# Privacy-Preserving Techniques for Credit Data Analysis

**Author**: Paul Belland

This notebook explores privacy-preserving techniques applied to the German Credit dataset, including:
- Randomized response mechanisms for binary data
- Differential privacy using Laplace noise
- Privacy-accuracy tradeoff analysis

In [4]:
# Import necessary libraries
import numpy as np
from numpy.random import default_rng
rng = default_rng()
import pandas as pd
from scipy.optimize import minimize
import matplotlib
%matplotlib inline
import matplotlib.pyplot as plt
plt.style.use('fivethirtyeight')
import warnings
warnings.simplefilter('ignore', FutureWarning)
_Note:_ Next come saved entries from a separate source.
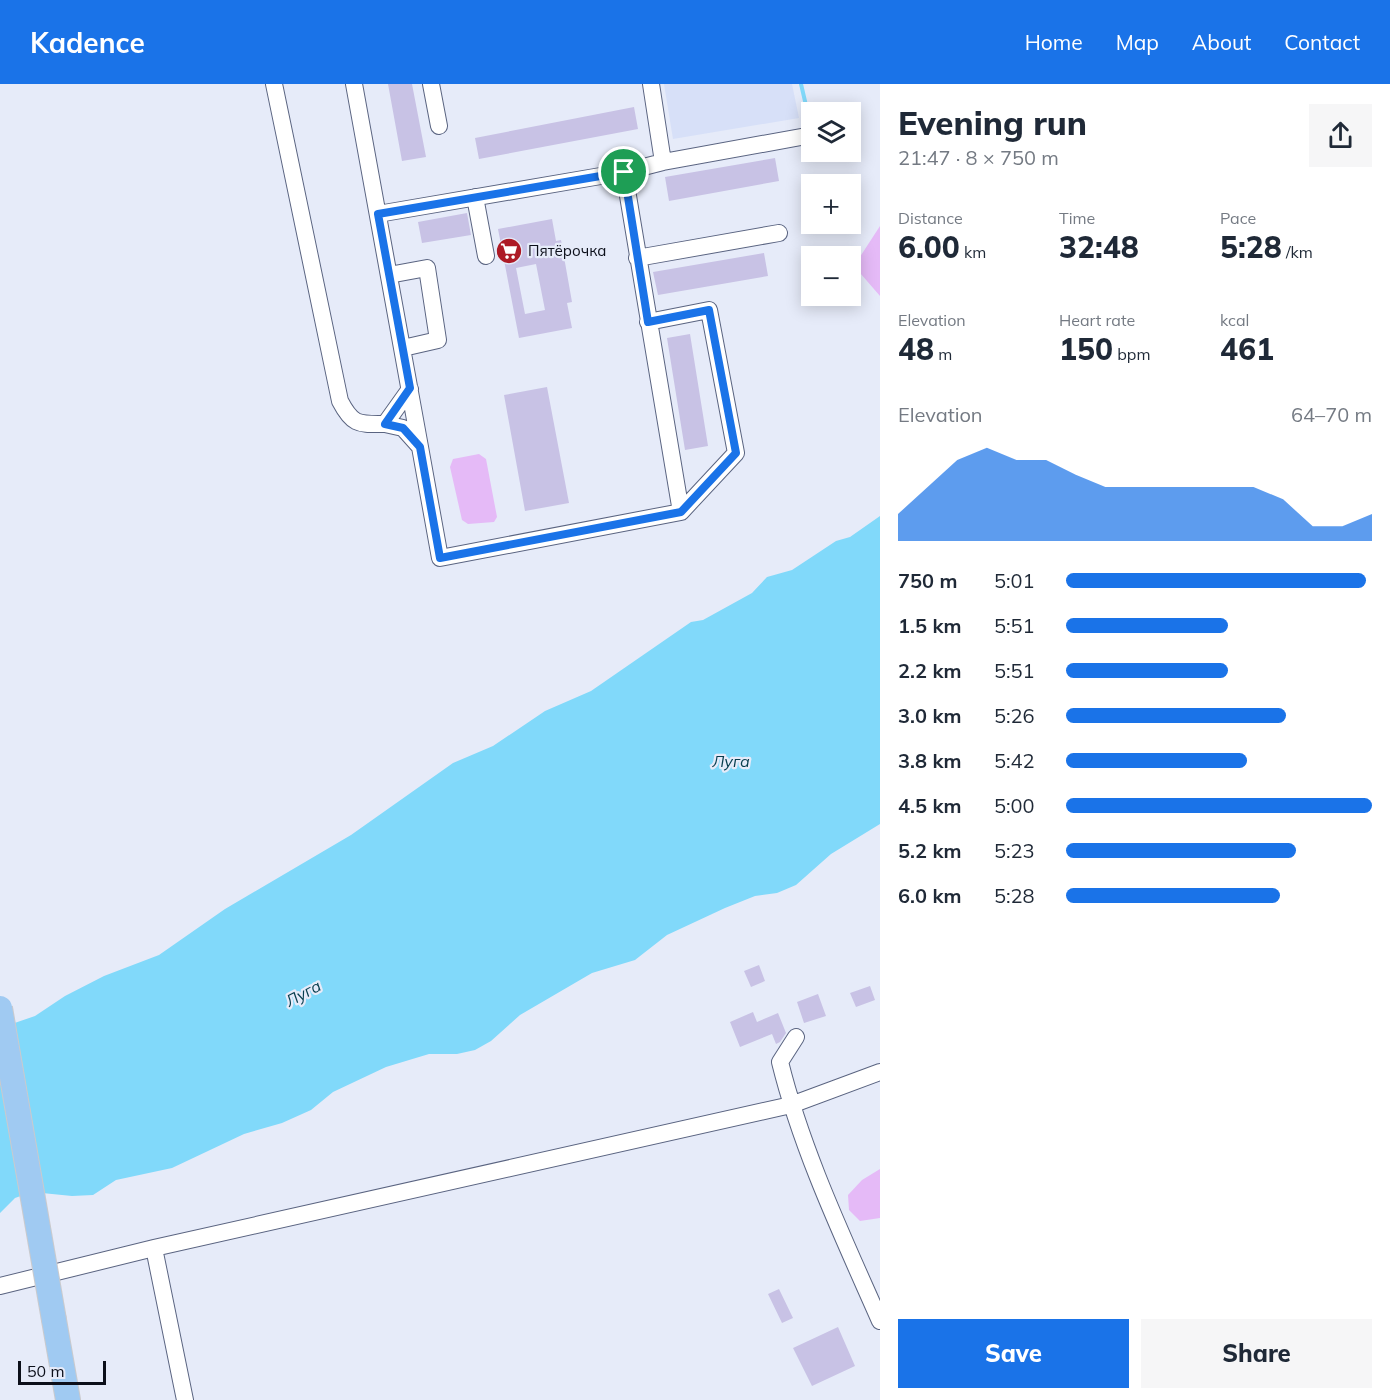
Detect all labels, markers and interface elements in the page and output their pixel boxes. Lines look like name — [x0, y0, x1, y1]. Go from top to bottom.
text: Kadence — [30, 25, 145, 60]
text: Home — [1025, 29, 1083, 55]
text: Map — [1116, 29, 1159, 55]
text: About — [1192, 29, 1251, 55]
text: Contact — [1284, 29, 1360, 55]
map controls — [801, 102, 861, 306]
button: layers — [801, 102, 861, 162]
text: Evening run — [898, 102, 1087, 143]
button: share — [1309, 104, 1372, 167]
text: 21:47 · 8 × 750 m — [898, 145, 1059, 170]
pin — [598, 146, 649, 197]
icon: arrive — [607, 155, 640, 188]
button: + — [801, 174, 861, 234]
text: Distance — [898, 208, 963, 228]
text: Time — [1059, 208, 1095, 228]
text: Pace — [1220, 208, 1256, 228]
text: 6.00 — [898, 228, 960, 266]
text: 32:48 — [1059, 228, 1139, 266]
text: 5:28 — [1220, 228, 1282, 266]
supermarket icon: Пятёрочка — [494, 236, 524, 266]
place label: Пятёрочка — [528, 241, 606, 260]
text: km — [960, 242, 986, 262]
text: /km — [1282, 242, 1313, 262]
button: − — [801, 246, 861, 306]
text: Elevation — [898, 310, 966, 330]
text: Heart rate — [1059, 310, 1135, 330]
text: kcal — [1220, 310, 1249, 330]
text: 48 — [898, 330, 934, 368]
text: 150 — [1059, 330, 1113, 368]
text: 461 — [1220, 330, 1274, 368]
text: m — [934, 344, 952, 364]
text: bpm — [1113, 344, 1150, 364]
text: Elevation — [898, 402, 983, 427]
text: 64–70 m — [1291, 402, 1372, 427]
text: 750 m — [898, 568, 957, 593]
text: 5:01 — [994, 568, 1035, 593]
text: 1.5 km — [898, 613, 961, 638]
text: 5:51 — [994, 613, 1035, 638]
text: 2.2 km — [898, 658, 961, 683]
text: 5:51 — [994, 658, 1035, 683]
text: 3.0 km — [898, 703, 961, 728]
text: 5:26 — [994, 703, 1035, 728]
text: 3.8 km — [898, 748, 961, 773]
text: 5:42 — [994, 748, 1035, 773]
water label: Луга — [711, 751, 750, 771]
text: 4.5 km — [898, 793, 961, 818]
text: 5:00 — [994, 793, 1035, 818]
text: 5.2 km — [898, 838, 961, 863]
text: 5:23 — [994, 838, 1035, 863]
text: 6.0 km — [898, 883, 961, 908]
text: 5:28 — [994, 883, 1035, 908]
water label: Луга — [281, 975, 325, 1011]
button: Save — [898, 1319, 1129, 1388]
button: Share — [1141, 1319, 1372, 1388]
scale bar — [18, 1358, 106, 1386]
text: 50 m — [27, 1361, 64, 1381]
## Data Loading and Exploration

In [5]:
# Load the German Credit dataset
df = pd.read_csv('german_credit.csv')

print("Shape: ", df.shape)
df.head(5)

Shape:  (1000, 21)


Unnamed: 0,Creditability,Account Balance,Duration of Credit (month),Payment Status of Previous Credit,Purpose,Credit Amount,Value Savings/Stocks,Length of current employment,Instalment per cent,Sex & Marital Status,...,Duration in Current address,Most valuable available asset,Age (years),Concurrent Credits,Type of apartment,No of Credits at this Bank,Occupation,No of dependents,Telephone,Foreign Worker
0,1,1,18,4,2,1049,1,2,4,2,...,4,2,21,3,1,1,3,1,1,1
1,1,1,9,4,0,2799,1,3,2,3,...,2,1,36,3,1,2,3,2,1,1
2,1,2,12,2,9,841,2,4,2,2,...,4,1,23,3,1,1,2,1,1,1
3,1,1,12,4,0,2122,1,3,3,3,...,2,1,39,3,1,2,2,2,1,2
4,1,1,12,4,0,2171,1,3,4,3,...,4,2,38,1,2,2,2,1,1,2


## Dataset Overview

The data is relating to German creditors and contains a variety of different factors that can be used to determine their credit status. One variable that is binary is the Creditability variable. Another variable that is not a binary feature is Purpose.

## Data Preprocessing

In [6]:
# Remove any missing values
df.dropna(inplace = True)

## Randomized Response Implementation

### Binary Feature Query

My binary feature is already set up as a regular binary feature with only 1s and 0s. I'd retrieve it by just doing this:

bf = df['Creditability']

### Dice-Based Randomized Response Mechanism

Instead of the coin method from class, we use a more efficient way to get the randomized response that only requires 1 action. We roll an 8-sided dice and if the roll lands on an even number, we return the person's actual response. If it lands on an odd number we check if the number is 4 or below. If so we return 1, if not we return 0.

In [7]:
import random
def rand_resp(x):
    dice_roll = random.randint(1,8)
    if dice_roll % 2 == 0:
        return x
    else:
        if dice_roll <= 4: return 1
        if dice_roll > 4: return 0

### Applying Randomized Response

In [8]:
# Apply randomized response to each creditability value
for i in range(len(df)):
    x = df['Creditability'].iloc[i]
    df.loc[i, 'rrc1'] = rand_resp(x)

### Estimating True Count from Randomized Responses

In [9]:
# Calculate estimated vs actual true count
count_true_yes = sum(df['Creditability'])
n = len(df)
z = len(df[df['rrc1'] == 1])
x = (2 * z / n) - 1 / 2
count_est_true_yes = x * n

print("Estimated true yes count: ", count_est_true_yes)
print("True yes count: ", count_true_yes)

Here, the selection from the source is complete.